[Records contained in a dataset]
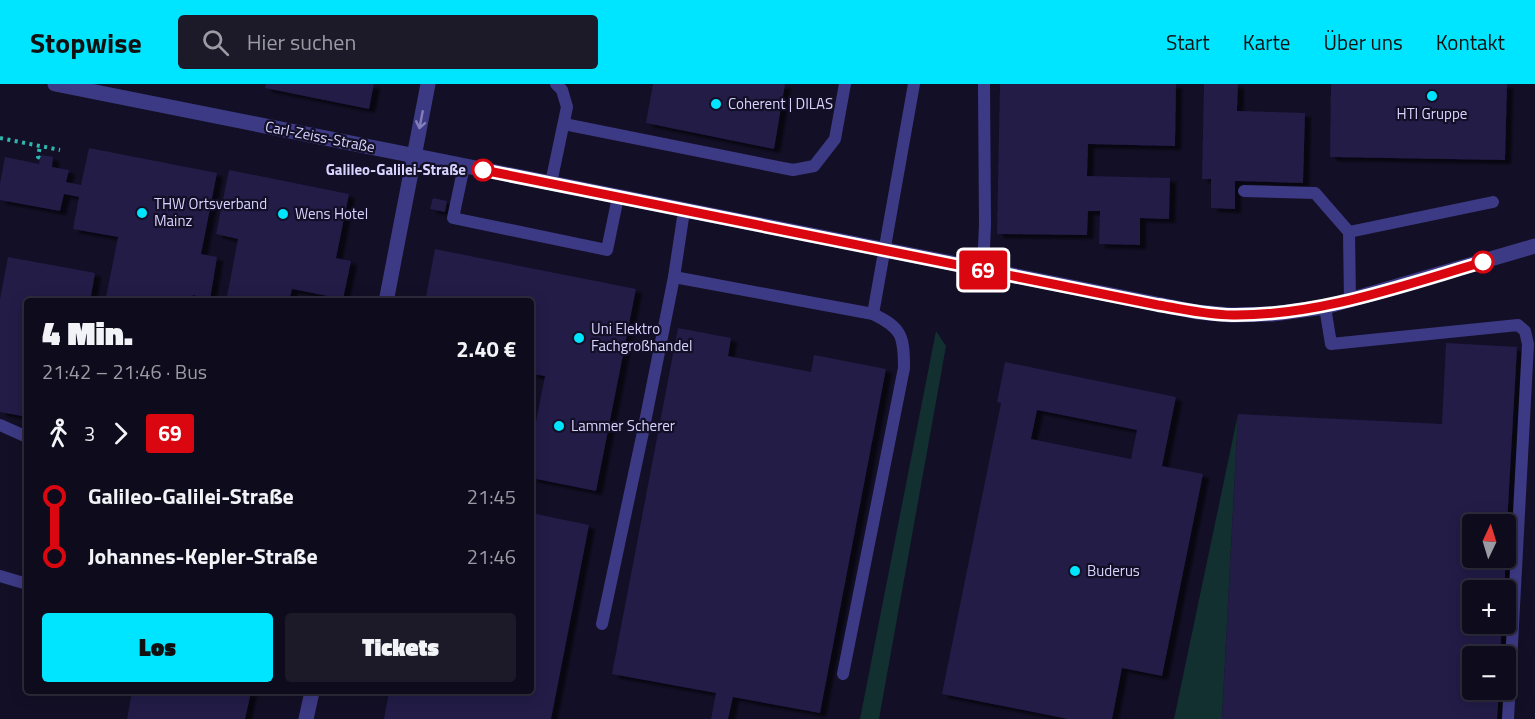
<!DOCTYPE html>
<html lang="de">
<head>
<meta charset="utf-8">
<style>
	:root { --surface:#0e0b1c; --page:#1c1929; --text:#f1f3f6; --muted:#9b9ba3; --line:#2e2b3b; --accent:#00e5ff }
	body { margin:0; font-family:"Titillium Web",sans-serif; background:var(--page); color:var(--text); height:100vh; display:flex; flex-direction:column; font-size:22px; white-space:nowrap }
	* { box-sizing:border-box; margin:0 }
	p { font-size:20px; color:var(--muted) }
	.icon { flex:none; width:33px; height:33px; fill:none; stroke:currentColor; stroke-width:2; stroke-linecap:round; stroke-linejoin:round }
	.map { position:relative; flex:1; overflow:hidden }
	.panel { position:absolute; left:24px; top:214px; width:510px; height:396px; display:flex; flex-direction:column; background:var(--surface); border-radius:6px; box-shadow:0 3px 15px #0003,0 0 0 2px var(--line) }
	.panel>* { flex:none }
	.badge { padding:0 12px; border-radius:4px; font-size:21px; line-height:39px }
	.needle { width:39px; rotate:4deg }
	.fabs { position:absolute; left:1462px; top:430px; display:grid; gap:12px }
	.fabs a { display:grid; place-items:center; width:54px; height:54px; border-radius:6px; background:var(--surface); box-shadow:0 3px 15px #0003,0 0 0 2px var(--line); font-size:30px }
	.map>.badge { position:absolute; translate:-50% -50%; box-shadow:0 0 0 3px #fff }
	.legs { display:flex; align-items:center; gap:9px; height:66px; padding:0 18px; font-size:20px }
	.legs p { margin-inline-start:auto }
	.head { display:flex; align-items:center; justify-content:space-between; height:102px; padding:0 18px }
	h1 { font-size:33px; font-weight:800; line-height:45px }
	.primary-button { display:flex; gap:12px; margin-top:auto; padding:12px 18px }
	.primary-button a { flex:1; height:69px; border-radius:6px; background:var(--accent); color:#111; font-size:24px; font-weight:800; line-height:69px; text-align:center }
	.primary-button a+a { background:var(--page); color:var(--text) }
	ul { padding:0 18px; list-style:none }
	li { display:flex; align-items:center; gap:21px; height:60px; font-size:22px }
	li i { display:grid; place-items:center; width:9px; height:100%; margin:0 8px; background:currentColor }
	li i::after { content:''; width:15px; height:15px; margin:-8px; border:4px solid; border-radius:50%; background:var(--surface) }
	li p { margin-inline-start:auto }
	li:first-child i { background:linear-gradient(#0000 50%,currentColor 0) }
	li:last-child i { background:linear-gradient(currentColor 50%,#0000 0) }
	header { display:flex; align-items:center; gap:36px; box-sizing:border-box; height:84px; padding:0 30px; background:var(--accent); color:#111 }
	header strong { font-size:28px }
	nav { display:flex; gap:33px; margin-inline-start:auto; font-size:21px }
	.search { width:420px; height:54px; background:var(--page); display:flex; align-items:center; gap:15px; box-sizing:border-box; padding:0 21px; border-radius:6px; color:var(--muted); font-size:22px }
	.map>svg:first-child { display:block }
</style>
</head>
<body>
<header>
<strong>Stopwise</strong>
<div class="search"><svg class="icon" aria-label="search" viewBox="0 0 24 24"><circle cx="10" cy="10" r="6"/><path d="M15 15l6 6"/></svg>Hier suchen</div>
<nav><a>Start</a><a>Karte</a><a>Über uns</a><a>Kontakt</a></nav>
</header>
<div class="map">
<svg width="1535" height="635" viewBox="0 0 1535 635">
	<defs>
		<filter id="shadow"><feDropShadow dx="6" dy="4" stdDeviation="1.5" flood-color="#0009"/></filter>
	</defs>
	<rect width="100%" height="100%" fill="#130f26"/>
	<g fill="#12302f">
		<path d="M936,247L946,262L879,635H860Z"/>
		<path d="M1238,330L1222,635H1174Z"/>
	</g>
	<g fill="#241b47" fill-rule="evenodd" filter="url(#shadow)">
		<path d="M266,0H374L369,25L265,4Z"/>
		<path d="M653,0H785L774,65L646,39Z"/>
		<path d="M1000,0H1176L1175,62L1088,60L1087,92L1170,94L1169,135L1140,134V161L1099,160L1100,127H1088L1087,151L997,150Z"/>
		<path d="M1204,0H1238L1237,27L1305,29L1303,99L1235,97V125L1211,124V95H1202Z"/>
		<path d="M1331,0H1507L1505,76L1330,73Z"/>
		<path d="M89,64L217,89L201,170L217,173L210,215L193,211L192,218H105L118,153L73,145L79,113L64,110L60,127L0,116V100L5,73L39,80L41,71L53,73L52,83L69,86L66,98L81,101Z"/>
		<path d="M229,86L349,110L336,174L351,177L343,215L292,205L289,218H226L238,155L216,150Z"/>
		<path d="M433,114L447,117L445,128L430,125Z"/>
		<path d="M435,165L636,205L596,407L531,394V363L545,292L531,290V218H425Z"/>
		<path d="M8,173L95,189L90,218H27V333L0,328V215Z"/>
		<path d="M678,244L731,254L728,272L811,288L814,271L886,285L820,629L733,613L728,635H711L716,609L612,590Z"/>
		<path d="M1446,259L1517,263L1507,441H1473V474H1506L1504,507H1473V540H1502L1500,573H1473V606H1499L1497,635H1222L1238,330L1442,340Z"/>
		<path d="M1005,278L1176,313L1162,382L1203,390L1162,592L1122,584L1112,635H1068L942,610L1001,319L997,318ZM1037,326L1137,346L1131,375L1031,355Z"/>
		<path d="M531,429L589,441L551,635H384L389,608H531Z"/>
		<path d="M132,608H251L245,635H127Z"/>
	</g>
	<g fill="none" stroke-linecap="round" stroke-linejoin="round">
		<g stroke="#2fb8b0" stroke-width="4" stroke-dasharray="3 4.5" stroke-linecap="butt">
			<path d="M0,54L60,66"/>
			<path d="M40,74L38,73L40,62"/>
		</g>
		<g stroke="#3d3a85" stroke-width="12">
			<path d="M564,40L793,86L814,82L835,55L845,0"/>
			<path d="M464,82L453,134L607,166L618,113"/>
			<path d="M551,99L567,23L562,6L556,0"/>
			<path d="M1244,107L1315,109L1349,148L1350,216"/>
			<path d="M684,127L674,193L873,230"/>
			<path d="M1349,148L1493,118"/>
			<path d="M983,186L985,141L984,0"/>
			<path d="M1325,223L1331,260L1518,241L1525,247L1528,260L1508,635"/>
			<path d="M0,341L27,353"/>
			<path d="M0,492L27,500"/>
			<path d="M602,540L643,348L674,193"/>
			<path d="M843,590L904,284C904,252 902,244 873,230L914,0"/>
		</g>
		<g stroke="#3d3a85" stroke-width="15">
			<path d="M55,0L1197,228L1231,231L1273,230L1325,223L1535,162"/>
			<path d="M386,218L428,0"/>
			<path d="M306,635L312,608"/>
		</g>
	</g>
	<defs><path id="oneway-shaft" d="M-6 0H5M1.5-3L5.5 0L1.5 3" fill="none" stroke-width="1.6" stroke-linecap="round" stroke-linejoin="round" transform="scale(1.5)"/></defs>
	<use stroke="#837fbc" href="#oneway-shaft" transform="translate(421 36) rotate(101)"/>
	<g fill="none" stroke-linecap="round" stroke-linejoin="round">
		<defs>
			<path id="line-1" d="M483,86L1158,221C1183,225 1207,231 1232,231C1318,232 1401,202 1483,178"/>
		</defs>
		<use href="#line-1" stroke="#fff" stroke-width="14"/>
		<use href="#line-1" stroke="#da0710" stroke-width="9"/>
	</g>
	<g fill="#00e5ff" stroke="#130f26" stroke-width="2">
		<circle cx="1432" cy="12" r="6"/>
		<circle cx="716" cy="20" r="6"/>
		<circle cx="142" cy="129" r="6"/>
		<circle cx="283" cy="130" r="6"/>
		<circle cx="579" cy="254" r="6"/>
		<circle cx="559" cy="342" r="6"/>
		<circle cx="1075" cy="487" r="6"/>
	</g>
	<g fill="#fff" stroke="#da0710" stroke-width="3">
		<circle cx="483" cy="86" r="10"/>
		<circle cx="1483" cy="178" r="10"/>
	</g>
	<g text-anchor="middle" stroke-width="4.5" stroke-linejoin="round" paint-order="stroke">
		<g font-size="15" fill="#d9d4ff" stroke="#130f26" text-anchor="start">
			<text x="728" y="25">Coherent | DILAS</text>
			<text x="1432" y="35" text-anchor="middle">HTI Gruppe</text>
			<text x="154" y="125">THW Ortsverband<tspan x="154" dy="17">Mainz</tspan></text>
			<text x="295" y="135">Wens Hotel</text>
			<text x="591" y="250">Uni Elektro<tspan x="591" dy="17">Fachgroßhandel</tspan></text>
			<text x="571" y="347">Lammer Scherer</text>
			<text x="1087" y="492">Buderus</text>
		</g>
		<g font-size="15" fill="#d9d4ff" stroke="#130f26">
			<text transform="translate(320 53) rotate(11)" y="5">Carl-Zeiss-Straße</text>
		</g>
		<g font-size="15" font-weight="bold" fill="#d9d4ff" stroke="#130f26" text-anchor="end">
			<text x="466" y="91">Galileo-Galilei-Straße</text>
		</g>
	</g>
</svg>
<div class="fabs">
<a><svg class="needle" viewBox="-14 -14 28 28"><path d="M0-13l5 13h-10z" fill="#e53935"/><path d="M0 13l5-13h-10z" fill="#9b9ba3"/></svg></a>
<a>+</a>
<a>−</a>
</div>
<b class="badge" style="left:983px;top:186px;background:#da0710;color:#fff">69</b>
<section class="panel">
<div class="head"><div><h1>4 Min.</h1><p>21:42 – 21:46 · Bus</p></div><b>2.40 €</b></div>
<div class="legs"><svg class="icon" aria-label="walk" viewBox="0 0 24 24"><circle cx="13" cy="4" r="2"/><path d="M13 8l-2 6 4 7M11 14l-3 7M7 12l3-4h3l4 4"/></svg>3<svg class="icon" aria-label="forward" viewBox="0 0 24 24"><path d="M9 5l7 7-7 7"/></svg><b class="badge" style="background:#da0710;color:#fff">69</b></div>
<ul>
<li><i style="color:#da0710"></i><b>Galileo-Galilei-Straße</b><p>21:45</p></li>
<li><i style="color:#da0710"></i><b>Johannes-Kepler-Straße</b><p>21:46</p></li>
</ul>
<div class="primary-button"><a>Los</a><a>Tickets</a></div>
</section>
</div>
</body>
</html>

● **Try it**: Which lines run from the one holding "position:absolute; left:24px; top:214px;" through the one holding "display:flex; align-items:center; gap:9px;" in the records above? Repeat them exactly, both included, and nothing more.

● **Response below**:
	.panel { position:absolute; left:24px; top:214px; width:510px; height:396px; display:flex; flex-direction:column; background:var(--surface); border-radius:6px; box-shadow:0 3px 15px #0003,0 0 0 2px var(--line) }
	.panel>* { flex:none }
	.badge { padding:0 12px; border-radius:4px; font-size:21px; line-height:39px }
	.needle { width:39px; rotate:4deg }
	.fabs { position:absolute; left:1462px; top:430px; display:grid; gap:12px }
	.fabs a { display:grid; place-items:center; width:54px; height:54px; border-radius:6px; background:var(--surface); box-shadow:0 3px 15px #0003,0 0 0 2px var(--line); font-size:30px }
	.map>.badge { position:absolute; translate:-50% -50%; box-shadow:0 0 0 3px #fff }
	.legs { display:flex; align-items:center; gap:9px; height:66px; padding:0 18px; font-size:20px }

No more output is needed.